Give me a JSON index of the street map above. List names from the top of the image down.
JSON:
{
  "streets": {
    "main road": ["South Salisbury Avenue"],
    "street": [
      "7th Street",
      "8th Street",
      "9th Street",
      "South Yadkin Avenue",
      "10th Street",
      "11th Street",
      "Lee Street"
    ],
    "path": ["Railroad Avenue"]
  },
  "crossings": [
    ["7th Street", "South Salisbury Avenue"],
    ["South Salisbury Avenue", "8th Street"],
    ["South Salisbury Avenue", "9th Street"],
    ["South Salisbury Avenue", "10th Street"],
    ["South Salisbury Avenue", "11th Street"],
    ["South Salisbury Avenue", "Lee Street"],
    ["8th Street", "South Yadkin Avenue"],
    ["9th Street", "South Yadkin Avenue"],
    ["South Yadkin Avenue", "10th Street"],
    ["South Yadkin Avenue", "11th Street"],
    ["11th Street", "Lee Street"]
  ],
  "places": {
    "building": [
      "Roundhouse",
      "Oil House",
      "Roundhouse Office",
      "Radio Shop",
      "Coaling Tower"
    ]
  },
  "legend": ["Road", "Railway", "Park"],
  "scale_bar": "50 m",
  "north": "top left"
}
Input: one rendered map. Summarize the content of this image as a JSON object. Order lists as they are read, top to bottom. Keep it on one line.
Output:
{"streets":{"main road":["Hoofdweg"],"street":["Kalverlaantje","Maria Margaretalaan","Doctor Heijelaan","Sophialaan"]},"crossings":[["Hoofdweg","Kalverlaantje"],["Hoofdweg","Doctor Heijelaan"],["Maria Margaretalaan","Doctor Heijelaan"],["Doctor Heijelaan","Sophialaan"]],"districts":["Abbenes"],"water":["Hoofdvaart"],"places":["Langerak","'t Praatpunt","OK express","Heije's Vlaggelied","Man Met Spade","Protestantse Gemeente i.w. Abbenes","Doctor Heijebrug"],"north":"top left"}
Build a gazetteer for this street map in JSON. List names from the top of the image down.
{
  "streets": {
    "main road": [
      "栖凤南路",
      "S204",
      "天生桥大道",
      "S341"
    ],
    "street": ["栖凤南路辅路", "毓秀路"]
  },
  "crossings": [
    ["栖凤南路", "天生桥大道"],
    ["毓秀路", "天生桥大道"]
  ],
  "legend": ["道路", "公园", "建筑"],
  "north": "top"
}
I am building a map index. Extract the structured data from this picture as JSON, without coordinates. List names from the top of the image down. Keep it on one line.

● **ASSIGNED TASK**:
Every entry should be retyped exactly as shown.

● **OUTPUT FOR THIS EXERCISE**:
Give me a JSON index of the street map above. List names from the top of the image down.
JSON:
{
  "streets": {
    "main road": ["South Salisbury Avenue"],
    "street": [
      "7th Street",
      "8th Street",
      "9th Street",
      "South Yadkin Avenue",
      "10th Street",
      "11th Street",
      "Lee Street"
    ],
    "path": ["Railroad Avenue"]
  },
  "crossings": [
    ["7th Street", "South Salisbury Avenue"],
    ["South Salisbury Avenue", "8th Street"],
    ["South Salisbury Avenue", "9th Street"],
    ["South Salisbury Avenue", "10th Street"],
    ["South Salisbury Avenue", "11th Street"],
    ["South Salisbury Avenue", "Lee Street"],
    ["8th Street", "South Yadkin Avenue"],
    ["9th Street", "South Yadkin Avenue"],
    ["South Yadkin Avenue", "10th Street"],
    ["South Yadkin Avenue", "11th Street"],
    ["11th Street", "Lee Street"]
  ],
  "places": {
    "building": [
      "Roundhouse",
      "Oil House",
      "Roundhouse Office",
      "Radio Shop",
      "Coaling Tower"
    ]
  },
  "legend": ["Road", "Railway", "Park"],
  "scale_bar": "50 m",
  "north": "top left"
}
Input: one rendered map. Summarize the content of this image as a JSON object. Order lists as they are read, top to bottom. Keep it on one line.
Output:
{"streets":{"main road":["Hoofdweg"],"street":["Kalverlaantje","Maria Margaretalaan","Doctor Heijelaan","Sophialaan"]},"crossings":[["Hoofdweg","Kalverlaantje"],["Hoofdweg","Doctor Heijelaan"],["Maria Margaretalaan","Doctor Heijelaan"],["Doctor Heijelaan","Sophialaan"]],"districts":["Abbenes"],"water":["Hoofdvaart"],"places":["Langerak","'t Praatpunt","OK express","Heije's Vlaggelied","Man Met Spade","Protestantse Gemeente i.w. Abbenes","Doctor Heijebrug"],"north":"top left"}
Build a gazetteer for this street map in JSON. List names from the top of the image down.
{
  "streets": {
    "main road": [
      "栖凤南路",
      "S204",
      "天生桥大道",
      "S341"
    ],
    "street": ["栖凤南路辅路", "毓秀路"]
  },
  "crossings": [
    ["栖凤南路", "天生桥大道"],
    ["毓秀路", "天生桥大道"]
  ],
  "legend": ["道路", "公园", "建筑"],
  "north": "top"
}
I am building a map index. Extract the structured data from this picture as JSON, without coordinates. List names from the top of the image down. Keep it on one line.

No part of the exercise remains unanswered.